» Activity:
Scan each line of the records for the word "Chkhikvishvili" and extract the ones that have it.

» Records for the task:

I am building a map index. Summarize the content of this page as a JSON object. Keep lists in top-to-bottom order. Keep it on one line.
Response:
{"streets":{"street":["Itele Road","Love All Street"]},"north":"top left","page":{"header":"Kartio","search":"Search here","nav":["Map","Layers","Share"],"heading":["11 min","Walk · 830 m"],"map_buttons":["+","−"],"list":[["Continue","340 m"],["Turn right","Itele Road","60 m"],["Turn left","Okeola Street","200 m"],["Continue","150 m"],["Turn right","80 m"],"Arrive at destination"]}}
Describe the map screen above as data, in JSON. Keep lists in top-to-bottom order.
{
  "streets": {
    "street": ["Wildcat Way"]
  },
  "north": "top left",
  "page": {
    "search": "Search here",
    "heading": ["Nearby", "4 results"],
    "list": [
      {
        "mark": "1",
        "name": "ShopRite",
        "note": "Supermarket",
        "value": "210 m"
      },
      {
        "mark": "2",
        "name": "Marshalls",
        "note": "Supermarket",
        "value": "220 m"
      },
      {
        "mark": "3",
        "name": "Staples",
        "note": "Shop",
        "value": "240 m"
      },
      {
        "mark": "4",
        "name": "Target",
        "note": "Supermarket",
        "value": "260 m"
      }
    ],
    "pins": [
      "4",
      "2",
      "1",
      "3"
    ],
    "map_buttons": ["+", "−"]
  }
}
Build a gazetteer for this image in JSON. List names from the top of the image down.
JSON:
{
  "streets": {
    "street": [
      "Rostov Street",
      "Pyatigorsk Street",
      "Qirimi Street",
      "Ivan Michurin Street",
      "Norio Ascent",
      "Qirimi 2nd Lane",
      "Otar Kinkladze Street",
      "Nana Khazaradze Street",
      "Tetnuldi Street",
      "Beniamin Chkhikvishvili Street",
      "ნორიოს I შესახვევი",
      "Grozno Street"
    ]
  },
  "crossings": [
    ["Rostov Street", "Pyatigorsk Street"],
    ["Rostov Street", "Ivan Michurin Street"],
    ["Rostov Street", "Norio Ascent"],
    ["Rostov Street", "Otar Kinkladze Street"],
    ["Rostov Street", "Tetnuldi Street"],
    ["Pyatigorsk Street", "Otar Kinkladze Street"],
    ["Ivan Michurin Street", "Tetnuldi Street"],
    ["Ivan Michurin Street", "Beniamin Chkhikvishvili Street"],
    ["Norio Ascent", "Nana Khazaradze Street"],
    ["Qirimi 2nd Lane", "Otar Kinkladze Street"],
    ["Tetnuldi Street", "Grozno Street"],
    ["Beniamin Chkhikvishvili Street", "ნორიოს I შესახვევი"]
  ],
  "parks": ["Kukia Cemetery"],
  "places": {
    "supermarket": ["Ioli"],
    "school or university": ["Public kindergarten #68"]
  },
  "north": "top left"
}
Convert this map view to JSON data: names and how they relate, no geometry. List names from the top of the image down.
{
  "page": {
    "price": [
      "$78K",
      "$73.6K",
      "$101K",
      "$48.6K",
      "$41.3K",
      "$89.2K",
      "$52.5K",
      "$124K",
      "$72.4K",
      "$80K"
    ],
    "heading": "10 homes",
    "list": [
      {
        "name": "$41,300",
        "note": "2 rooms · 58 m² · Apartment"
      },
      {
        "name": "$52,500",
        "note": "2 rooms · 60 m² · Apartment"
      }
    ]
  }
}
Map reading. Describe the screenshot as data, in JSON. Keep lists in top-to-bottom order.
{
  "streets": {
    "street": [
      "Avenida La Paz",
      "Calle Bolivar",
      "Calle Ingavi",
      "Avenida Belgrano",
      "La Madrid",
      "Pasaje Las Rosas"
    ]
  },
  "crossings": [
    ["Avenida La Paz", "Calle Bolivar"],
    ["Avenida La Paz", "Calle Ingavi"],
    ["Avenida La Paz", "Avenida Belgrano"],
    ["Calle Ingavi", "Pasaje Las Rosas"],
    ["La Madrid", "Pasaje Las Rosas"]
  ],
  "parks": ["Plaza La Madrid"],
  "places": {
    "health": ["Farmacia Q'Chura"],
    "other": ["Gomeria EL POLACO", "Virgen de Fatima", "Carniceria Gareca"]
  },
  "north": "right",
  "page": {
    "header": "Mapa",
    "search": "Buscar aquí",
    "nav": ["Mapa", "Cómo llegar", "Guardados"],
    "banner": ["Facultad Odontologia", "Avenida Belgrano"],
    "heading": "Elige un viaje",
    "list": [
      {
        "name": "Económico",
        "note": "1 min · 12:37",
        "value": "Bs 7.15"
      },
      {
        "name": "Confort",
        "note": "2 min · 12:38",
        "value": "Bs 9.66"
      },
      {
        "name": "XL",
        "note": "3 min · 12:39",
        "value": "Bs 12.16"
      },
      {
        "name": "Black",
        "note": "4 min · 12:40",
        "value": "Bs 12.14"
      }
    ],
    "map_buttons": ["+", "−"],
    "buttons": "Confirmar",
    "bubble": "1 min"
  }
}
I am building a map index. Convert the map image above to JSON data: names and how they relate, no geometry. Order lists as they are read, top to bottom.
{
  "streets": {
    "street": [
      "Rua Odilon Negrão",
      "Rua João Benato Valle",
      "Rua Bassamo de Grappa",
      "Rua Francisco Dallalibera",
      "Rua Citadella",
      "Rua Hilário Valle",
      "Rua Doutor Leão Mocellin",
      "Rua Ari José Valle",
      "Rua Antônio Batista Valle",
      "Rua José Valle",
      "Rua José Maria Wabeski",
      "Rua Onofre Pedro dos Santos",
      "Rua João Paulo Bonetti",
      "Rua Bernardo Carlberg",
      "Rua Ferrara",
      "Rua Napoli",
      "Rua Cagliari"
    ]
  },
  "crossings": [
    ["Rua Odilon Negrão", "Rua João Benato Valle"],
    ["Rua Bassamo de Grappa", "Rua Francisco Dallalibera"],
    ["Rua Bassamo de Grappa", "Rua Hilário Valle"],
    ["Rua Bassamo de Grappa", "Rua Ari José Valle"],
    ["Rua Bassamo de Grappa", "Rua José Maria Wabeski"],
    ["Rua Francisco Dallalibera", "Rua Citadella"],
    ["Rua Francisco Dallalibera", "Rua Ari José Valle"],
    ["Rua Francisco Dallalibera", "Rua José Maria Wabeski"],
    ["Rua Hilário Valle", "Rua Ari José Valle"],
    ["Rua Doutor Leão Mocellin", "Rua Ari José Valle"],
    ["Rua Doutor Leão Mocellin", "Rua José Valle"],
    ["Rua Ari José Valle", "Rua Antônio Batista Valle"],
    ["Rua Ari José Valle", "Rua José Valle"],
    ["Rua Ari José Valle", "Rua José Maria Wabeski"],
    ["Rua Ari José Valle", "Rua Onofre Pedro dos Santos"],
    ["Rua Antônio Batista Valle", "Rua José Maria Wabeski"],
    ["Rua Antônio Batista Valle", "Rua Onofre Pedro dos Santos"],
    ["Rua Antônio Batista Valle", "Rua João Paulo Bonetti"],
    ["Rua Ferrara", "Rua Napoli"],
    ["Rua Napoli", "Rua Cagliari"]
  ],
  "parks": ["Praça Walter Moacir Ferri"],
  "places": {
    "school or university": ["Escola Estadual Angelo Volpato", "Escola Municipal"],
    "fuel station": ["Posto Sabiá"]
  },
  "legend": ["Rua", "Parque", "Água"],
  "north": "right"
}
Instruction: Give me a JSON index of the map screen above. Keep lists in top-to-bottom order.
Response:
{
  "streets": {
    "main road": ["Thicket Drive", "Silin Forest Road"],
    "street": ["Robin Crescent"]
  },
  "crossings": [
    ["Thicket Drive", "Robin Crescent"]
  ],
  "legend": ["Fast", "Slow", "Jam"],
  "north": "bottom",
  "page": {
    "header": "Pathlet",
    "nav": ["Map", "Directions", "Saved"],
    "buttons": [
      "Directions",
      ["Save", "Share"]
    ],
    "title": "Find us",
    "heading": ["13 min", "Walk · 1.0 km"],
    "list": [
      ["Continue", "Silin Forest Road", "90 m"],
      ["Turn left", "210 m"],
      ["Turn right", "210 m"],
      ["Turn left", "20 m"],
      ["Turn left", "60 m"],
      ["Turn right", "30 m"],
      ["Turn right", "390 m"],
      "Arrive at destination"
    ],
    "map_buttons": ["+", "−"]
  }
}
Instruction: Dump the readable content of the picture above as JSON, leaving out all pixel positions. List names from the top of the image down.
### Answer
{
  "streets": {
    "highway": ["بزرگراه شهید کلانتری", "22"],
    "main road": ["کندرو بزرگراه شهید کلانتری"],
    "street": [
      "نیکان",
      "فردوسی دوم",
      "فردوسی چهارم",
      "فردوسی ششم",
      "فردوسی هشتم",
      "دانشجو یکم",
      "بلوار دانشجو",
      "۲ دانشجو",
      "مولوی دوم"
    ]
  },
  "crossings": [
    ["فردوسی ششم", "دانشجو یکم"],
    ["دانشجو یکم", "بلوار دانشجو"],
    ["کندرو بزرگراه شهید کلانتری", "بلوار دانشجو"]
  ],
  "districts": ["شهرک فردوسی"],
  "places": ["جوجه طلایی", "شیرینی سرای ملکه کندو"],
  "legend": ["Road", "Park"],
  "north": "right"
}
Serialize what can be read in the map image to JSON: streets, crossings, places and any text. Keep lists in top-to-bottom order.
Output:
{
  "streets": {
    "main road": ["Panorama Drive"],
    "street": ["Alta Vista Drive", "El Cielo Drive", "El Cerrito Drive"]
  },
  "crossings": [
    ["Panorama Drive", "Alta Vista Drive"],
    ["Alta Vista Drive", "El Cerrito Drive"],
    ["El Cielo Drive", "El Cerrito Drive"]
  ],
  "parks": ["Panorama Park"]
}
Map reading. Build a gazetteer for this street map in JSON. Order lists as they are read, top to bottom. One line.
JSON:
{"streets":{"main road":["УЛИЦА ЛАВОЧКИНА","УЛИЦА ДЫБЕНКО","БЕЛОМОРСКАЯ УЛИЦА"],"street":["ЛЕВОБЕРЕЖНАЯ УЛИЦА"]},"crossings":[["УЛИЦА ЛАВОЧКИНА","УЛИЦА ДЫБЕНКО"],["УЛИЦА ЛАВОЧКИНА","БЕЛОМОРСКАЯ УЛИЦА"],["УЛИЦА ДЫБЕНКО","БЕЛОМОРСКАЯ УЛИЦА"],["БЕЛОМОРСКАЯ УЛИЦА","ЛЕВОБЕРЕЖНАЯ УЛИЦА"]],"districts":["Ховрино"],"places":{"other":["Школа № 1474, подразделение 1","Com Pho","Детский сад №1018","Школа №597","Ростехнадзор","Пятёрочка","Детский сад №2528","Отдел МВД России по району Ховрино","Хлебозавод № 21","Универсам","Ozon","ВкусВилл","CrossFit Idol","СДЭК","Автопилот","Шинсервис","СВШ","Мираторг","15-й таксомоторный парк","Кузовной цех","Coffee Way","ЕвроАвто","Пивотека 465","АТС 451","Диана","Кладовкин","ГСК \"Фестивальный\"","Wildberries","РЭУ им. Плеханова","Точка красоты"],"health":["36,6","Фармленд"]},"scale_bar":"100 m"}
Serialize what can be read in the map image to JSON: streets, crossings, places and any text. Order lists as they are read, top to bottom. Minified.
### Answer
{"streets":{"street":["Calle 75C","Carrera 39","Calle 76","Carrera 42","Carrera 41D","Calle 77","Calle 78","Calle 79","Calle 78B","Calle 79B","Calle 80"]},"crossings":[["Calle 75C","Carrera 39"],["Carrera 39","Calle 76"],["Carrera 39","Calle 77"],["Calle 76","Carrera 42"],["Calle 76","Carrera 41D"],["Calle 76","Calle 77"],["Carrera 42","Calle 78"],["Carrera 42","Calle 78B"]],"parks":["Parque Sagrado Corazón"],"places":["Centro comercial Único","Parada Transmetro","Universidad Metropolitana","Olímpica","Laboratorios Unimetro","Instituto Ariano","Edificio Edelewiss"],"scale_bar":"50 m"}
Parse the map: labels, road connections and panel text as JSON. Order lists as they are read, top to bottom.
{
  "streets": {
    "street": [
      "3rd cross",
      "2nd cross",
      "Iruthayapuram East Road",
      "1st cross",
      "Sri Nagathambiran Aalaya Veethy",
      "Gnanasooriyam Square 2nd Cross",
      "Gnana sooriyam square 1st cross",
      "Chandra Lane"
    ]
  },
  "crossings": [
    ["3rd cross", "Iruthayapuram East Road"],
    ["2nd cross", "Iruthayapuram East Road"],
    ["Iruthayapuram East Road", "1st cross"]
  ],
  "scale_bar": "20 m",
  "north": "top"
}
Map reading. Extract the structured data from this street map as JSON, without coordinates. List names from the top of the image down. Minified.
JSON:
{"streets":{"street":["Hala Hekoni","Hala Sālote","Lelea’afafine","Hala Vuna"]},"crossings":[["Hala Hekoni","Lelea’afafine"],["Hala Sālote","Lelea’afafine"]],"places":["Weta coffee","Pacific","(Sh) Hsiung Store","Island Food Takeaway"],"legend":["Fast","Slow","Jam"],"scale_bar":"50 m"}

» Expected answer:
      "Beniamin Chkhikvishvili Street",
    ["Ivan Michurin Street", "Beniamin Chkhikvishvili Street"],
    ["Beniamin Chkhikvishvili Street", "ნორიოს I შესახვევი"]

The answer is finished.